In his petition to the court, Badarneh complained that he had not received therapy, and criticized the Prison Service’s denial of rehabilitative treatment to convicted sex offenders who proclaim their innocence.

Badarneh’s attorneys said he was willing to consider a private course of therapy, and then reapply to the parole board for early release – even though Badarneh said he still considers himself innocent.
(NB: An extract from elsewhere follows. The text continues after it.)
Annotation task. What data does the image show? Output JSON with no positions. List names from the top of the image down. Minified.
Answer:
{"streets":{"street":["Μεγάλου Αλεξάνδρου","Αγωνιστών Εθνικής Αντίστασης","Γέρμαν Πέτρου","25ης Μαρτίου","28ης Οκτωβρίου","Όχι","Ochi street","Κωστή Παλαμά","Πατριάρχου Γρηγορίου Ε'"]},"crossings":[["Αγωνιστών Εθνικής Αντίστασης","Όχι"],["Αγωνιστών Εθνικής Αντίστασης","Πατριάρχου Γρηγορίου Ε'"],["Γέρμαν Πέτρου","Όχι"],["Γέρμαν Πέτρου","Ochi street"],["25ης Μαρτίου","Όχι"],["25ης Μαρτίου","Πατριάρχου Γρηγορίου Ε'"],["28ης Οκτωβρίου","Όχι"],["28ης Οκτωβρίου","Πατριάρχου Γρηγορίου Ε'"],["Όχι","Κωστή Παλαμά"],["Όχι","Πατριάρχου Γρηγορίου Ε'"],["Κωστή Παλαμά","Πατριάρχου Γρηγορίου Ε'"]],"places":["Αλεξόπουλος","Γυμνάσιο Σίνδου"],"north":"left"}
In the ruling, Arbel noted that the position of the Prisons Service not to provide therapy for sex offenders who claimed their innocence had been the accepted approach for years, but said it “gives rise to a sense of discomfort.”

Arbel referred to a recent Supreme Court judgement by Justice Elyakim Rubinstein, who noted that many sex offenders may deny their guilt for “social reasons and reasons of shame,” and said that the Prisons Service should reconsider its approach regarding rehabilitation for prisoners who claim innocence.

Arbel said the reversal in policy by the Prisons Service is a “real turning point” in its position.

“This opens the gates for the prisoner to undergo treatment,” Arbel added, noting that this could improve Badarneh’s position with the parole board. “We hope this shift will constitute a real change in the Prisons Service’s position, and its perceptions regarding rehabilitation programs for sex offenders who deny their guilt.

“In parallel, professional bodies within the Prisons Service should also discuss this issue, in the light of current knowledge and treatment methods, to find a way to treat criminals like [Badarneh].”